“Looper” is a mind-bending journey through time


 “Time travel has not yet been invented, but thirty years from now, it will have been.”

The year is 2072 – and when the mob wants somebody dead, they’re sent back thirty years (to 2044?), where a hired gunman is poised for the job.  Joe (Joseph Gordon-Levitt) is this type of gunman, but what happens when the future boss wants to “close the loop” and sends Joe’s future self (Bruce Willis) back in time?

Written and Directed by Rian Johnson (Brick, The Brothers Bloom), Looper is a mind-bending sci-fi-action-thriller ranking on par with recent films like Inception (2010) and Shutter Island (2010).  Johnson’s script, though not ingenuitive, is stimulating with its presentation of a dystopian future.  People disappear and their murdered bodies are hidden in time, sometimes at the hands of their younger selves, all in the name of the Rainmaker.

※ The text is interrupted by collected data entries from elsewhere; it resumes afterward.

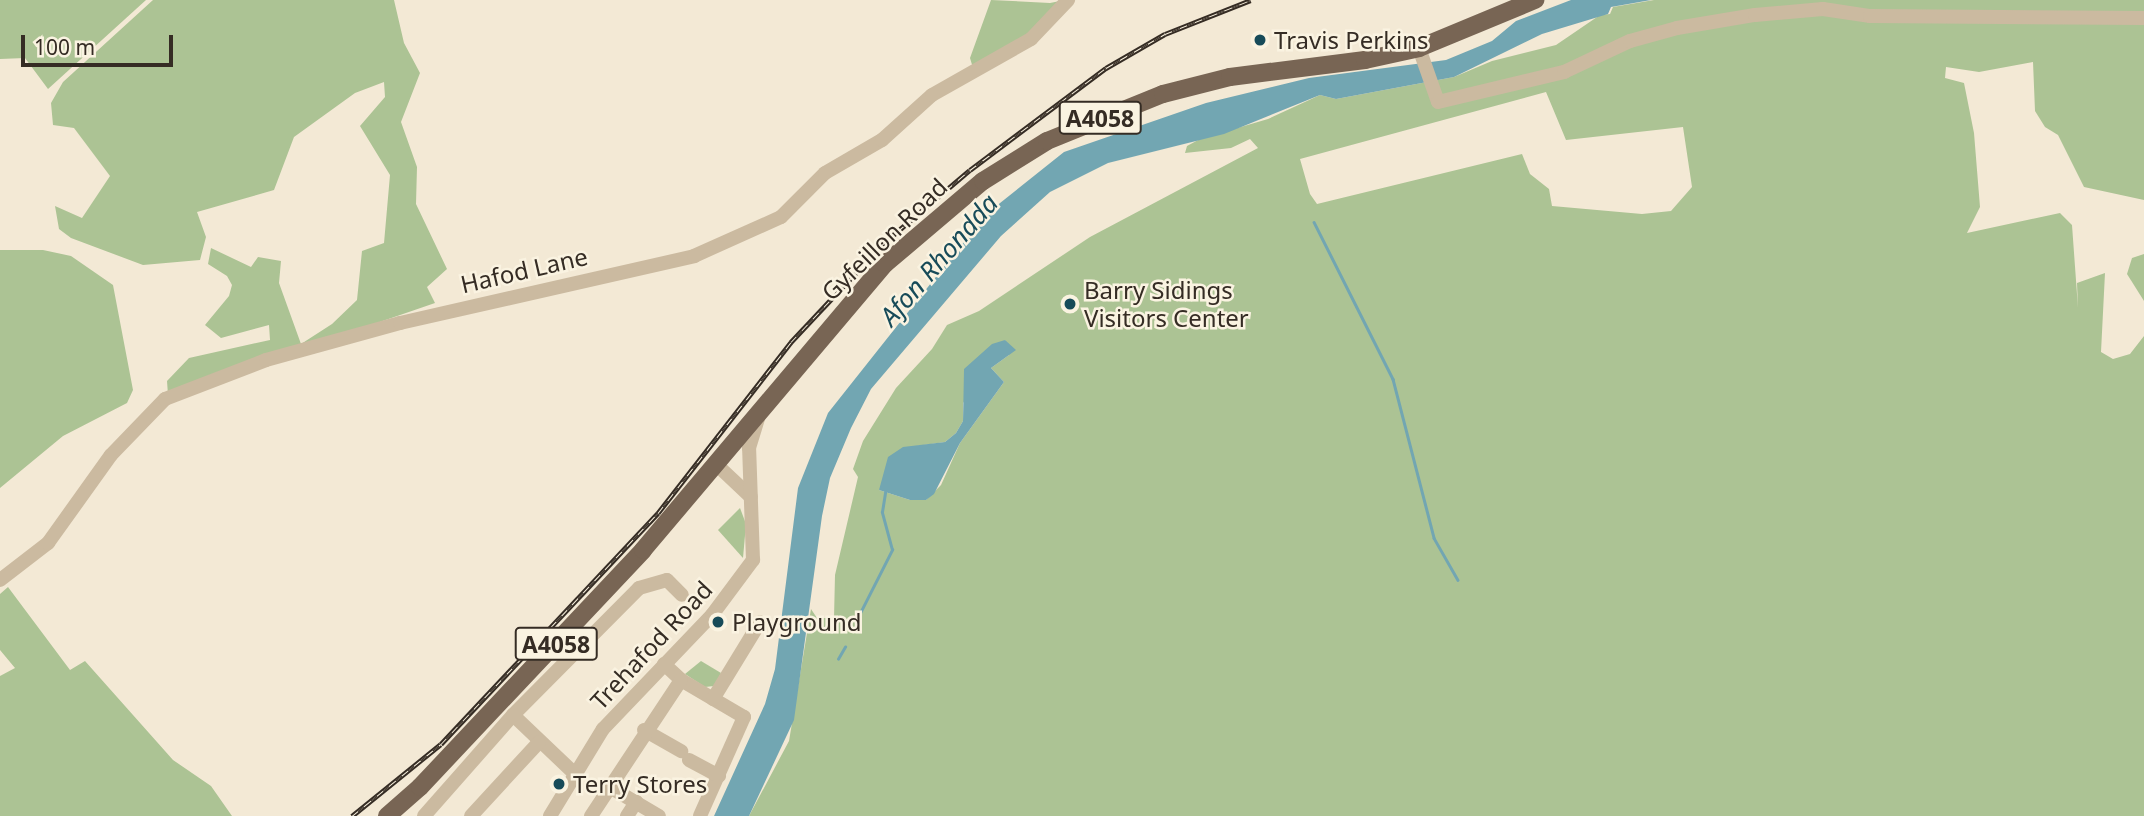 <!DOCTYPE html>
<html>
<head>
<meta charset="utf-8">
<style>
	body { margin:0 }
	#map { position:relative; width:2144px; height:816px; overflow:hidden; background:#f3e9d5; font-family:"Noto Sans",sans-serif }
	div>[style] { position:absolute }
	.green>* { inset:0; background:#acc394 }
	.water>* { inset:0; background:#72a6b2 }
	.stream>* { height:2.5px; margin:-1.25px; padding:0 1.25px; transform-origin:1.25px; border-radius:1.25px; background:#72a6b2 }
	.minor>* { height:14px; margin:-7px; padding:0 7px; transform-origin:7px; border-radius:7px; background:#cbbaa0 }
	.major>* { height:18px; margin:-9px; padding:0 9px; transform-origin:9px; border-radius:9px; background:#786554 }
	.rail>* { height:5px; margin-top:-2.5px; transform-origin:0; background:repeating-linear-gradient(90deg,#faf3e1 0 8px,#352c24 0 16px); box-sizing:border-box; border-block:2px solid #352c24 }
	.dots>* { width:19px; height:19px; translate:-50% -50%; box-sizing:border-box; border:4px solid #faf3e1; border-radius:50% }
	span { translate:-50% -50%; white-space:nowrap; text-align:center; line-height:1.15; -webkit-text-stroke:5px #faf3e1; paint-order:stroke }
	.shield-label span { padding:2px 5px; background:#faf3e1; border:2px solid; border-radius:5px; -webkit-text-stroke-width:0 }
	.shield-label { font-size:23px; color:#352c24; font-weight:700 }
	.poi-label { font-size:24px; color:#352c24 }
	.left { translate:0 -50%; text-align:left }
	.street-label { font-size:24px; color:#352c24 }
	.water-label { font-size:26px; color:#174b59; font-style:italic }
	.scale { position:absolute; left:21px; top:35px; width:152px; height:32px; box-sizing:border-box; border:4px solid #352c24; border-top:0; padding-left:9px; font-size:21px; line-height:24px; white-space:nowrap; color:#352c24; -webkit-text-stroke:5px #faf3e1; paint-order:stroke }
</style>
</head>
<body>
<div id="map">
	<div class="green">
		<div style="clip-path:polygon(0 0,146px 0,48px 89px,25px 58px,0 59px)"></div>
		<div style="clip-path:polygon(153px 0,394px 0,404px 43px,420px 73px,401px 122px,417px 167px,416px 204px,447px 269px,427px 287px,435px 303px,168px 395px,167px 381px,189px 358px,270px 340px,269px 325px,221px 338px,205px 325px,229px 296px,232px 285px,227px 276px,208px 264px,211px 248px,251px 267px,258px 257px,281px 261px,279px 283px,301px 344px,332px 324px,357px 300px,362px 251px,384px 243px,390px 175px,360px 126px,385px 97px,384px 82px,355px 93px,294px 137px,274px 190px,197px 212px,206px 237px,200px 260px,143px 265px,71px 238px,59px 229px,55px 206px,82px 218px,110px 176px,74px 128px,53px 125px,51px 103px,63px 82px)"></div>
		<div style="clip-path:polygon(991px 0,1050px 3px,1065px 0,1038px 29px,973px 68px,970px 58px)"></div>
		<div style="clip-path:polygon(evenodd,1654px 0,2144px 0,2144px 200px,2084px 187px,2058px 135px,2045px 127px,2035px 111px,2033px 62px,1979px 72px,1946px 67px,1945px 78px,1964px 83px,1974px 133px,1980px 207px,1967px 233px,2060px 213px,2072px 225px,2078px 308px,2077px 283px,2105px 273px,2101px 352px,2113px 359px,2130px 354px,2144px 336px,2144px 816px,749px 816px,789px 741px,811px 609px,817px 618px,834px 618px,835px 575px,858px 477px,853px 469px,863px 441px,896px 388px,932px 349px,947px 325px,979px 311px,1090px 237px,1258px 148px,1250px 139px,1231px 148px,1185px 153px,1187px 146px,1200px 139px,1268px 119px,1320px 95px,1336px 99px,1454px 77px,1492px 61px,1556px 45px,1600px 15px,1610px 14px,1613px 7px,1654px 0,1546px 92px,1566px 140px,1683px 127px,1692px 187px,1671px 211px,1642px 214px,1552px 206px,1549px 189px,1530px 174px,1522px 154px,1317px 204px,1310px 194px,1300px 159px,1546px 92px,1654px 0,1005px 340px,1009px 355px,991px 368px,1004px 382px,960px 443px,941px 485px,926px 500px,910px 500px,879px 490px,917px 446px,945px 442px,956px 433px,963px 421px,963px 403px,1005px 340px)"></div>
		<div style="clip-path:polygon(0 250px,43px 250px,71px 256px,113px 285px,133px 390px,127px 403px,63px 436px,0 488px)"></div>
		<div style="clip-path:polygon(2144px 254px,2144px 301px,2127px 274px,2132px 258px)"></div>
		<div style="clip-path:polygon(740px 508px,746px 524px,743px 558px,718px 530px)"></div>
		<div style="clip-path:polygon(8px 587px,70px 670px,85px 661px,173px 760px,211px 786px,232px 816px,0 816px,0 676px,15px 668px,0 650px,0 594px)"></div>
		<div style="clip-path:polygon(701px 661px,721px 673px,714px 686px,705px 687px,685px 674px)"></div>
	</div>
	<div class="water">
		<div style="clip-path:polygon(1571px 0,1651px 0,1611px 7px,1608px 14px,1542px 34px,1454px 77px,1336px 99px,1320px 95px,1224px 134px,1108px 163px,1050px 192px,1001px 236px,871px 389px,851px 428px,830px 478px,822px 516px,794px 720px,749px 816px,714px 816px,765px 704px,775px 669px,798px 488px,828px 413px,985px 215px,1064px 152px,1206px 103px,1309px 78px,1446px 60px,1492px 41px,1516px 21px)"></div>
		<div style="clip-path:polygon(1005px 340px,1016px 350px,991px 368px,1004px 382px,960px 443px,934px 494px,926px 500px,910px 500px,879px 490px,888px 457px,903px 447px,945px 442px,956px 433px,963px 421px,964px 369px,992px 344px)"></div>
	</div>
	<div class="stream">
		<div style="left:1314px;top:222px;width:176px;rotate:63.3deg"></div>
		<div style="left:1393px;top:379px;width:164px;rotate:75.5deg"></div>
		<div style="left:1434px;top:538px;width:48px;rotate:60.3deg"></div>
		<div style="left:860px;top:613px;width:71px;rotate:-63.1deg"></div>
		<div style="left:892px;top:550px;width:39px;rotate:-105deg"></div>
		<div style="left:882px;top:512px;width:20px;rotate:-81deg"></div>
		<div style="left:838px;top:659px;width:14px;rotate:-60deg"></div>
	</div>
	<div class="minor">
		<div style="left:1419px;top:48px;width:57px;rotate:70.6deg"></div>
		<div style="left:1438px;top:102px;width:130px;rotate:-13.4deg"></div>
		<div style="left:1564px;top:72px;width:73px;rotate:-25.2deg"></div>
		<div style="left:1630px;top:41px;width:49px;rotate:-15.5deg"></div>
		<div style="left:1677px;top:28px;width:79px;rotate:-9.5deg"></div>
		<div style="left:1755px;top:15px;width:68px;rotate:-5deg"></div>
		<div style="left:1823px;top:9px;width:48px;rotate:8.5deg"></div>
		<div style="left:1870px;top:16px;width:274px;rotate:0.4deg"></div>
		<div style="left:718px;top:466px;width:45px;rotate:43.2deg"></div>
		<div style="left:0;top:580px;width:61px;rotate:-37.6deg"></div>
		<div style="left:48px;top:543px;width:108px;rotate:-54.4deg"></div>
		<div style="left:111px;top:455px;width:78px;rotate:-46deg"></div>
		<div style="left:165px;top:399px;width:108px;rotate:-21.1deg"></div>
		<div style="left:266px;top:360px;width:139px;rotate:-15.4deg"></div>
		<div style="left:400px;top:323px;width:302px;rotate:-12.8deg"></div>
		<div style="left:694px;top:256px;width:95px;rotate:-24.1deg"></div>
		<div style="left:781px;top:217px;width:62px;rotate:-45deg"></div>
		<div style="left:825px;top:173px;width:66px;rotate:-30.1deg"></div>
		<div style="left:882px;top:140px;width:67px;rotate:-42deg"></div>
		<div style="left:932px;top:95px;width:114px;rotate:-29.5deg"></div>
		<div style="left:1031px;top:39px;width:54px;rotate:-46.5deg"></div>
		<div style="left:664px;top:664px;width:23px;rotate:43deg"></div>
		<div style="left:681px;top:680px;width:73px;rotate:30.4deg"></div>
		<div style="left:744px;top:717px;width:108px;rotate:114deg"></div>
		<div style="left:713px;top:699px;width:90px;rotate:-58.6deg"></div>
		<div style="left:513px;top:715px;width:84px;rotate:43.6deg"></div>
		<div style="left:644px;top:730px;width:43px;rotate:29.6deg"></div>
		<div style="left:689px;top:760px;width:34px;rotate:28deg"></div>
		<div style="left:608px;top:786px;width:59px;rotate:30.5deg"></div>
		<div style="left:424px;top:816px;width:135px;rotate:-48.6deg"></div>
		<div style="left:513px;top:715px;width:179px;rotate:-45.2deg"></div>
		<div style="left:639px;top:588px;width:29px;rotate:-16deg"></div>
		<div style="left:667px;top:580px;width:21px;rotate:45deg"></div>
		<div style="left:471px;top:816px;width:100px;rotate:-47.4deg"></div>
		<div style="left:550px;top:816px;width:102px;rotate:-58.7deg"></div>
		<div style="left:603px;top:729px;width:158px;rotate:-46.3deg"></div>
		<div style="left:712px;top:615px;width:69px;rotate:-53.3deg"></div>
		<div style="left:753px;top:560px;width:112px;rotate:-92deg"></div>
		<div style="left:749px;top:448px;width:37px;rotate:-73deg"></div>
		<div style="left:591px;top:816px;width:163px;rotate:-56.5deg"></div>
		<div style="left:627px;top:816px;width:17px;rotate:-57deg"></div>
	</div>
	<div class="major">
		<div style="left:387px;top:816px;width:44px;rotate:-41.3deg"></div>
		<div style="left:420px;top:787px;width:325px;rotate:-46.7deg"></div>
		<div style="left:643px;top:550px;width:375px;rotate:-49.8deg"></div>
		<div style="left:885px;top:264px;width:128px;rotate:-40.3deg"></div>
		<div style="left:983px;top:181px;width:75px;rotate:-32deg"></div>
		<div style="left:1047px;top:141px;width:125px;rotate:-22.1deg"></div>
		<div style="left:1163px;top:94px;width:69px;rotate:-14.2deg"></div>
		<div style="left:1230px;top:77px;width:136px;rotate:-7.2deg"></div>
		<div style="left:1365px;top:60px;width:55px;rotate:-12.5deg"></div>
		<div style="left:1419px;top:48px;width:126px;rotate:-22.5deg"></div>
	</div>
	<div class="rail">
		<div style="left:352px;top:816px;width:114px;rotate:-39deg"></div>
		<div style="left:441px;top:744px;width:317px;rotate:-46.8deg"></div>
		<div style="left:658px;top:513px;width:217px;rotate:-52.1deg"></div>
		<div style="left:791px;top:342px;width:137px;rotate:-46.8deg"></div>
		<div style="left:885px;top:242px;width:111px;rotate:-40.3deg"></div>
		<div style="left:970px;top:170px;width:170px;rotate:-36.9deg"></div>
		<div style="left:1106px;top:68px;width:68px;rotate:-30deg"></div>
		<div style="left:1165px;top:34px;width:92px;rotate:-21.6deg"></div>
	</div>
	<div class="dots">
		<div style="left:1260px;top:40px;background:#174b59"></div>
		<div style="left:1070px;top:304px;background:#174b59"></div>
		<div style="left:718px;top:622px;background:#174b59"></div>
		<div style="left:559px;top:784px;background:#174b59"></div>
	</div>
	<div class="shield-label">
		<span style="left:1100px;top:118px">A4058</span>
		<span style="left:556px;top:644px">A4058</span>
	</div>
	<div class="poi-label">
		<span class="left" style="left:1274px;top:40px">Travis Perkins</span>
		<span class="left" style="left:1084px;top:304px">Barry Sidings<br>Visitors Center</span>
		<span class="left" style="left:732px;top:622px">Playground</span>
		<span class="left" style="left:573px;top:784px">Terry Stores</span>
	</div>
	<div class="street-label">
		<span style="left:884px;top:239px;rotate:-44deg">Gyfeillon Road</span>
		<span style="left:524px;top:270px;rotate:-13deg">Hafod Lane</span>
		<span style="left:651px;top:645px;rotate:-47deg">Trehafod Road</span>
	</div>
	<div class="water-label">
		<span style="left:939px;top:260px;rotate:-49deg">Afon Rhondda</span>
	</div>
	<div class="scale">100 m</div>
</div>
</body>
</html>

Part of Looper‘s strength lies in its artistic stylization (James A. Gelarden) and cinematography (Steve Yedlin), both of which make the film appear as glamorous and rugged as if it were something plucked from Hollywood’s Golden Age (late 1920s-early 1960s).  It’s a particularly strong cinematic piece when moments from inside the night club are contrasted with the cane fields of the farm – representative moments that contrast emotionless filth and cold disconnection with wholesome purity, emotion, and love.  Despite its recent popularity, this stylized appearance is only partly responsible for the film’s success, the other part relies on the interpretations of the actors – most of whom breathe convincing life into the story.

Looper reunites Johnson and Gordon-Levitt, who previously worked together on Brick (2005), and sees Johnson direct Gordon-Levitt to one of his best performances to date.  JGL, as fans like to call him, provides subtlty while admittedly portraying “a young Bruce Willis,” and nails it.  Maybe it’s the prosthetic nose, subtle eye movements, body language, or just the raspy whispered lines, it’s clear JGL is captivating everytime he’s on-screen and is a joy to watch.

Gordon-Levitt’s future counterpart, Bruce Willis, plays as expected in what could arguably Looper‘s weakest performance (if you disregard those of Jeff Daniels or Garrett Dillahunt), which, when stacked against Gordon-Levitt’s, isn’t terrible.  To Willis’ credit, he actually emotes (as opposed to being just the action star).  Emily Blunt (The Devil Wears Prada) portrays an almost unrecognizable, American farmer named Sara in one of two female supporting roles.  Sara is a strong, independent, and seemingly fearless single mother.  Blunt’s character is in stark contrast to the other supporting female, and single mother Suzie (Piper Perabo).  Perabo (Covert Affairs, Coyote Ugly) gives a provocative, though brief, performance as an exotic dancer (and prostitute), whose subplot is more shocking than relevent, and may leave her fans questioning, “you took your clothes off for that?”

Solid performances and stunning visuals allow Looper to dynamically succeed.  Between constant action, thrilling story, and super-stylish atmosphere, there’s always something grabbing and holding your attention.  Looper runs approximately two hours and is rated R for strong violence, language, sexuality, nudity, and drug content (though this “R” plug could have been pulled completely instead of partially).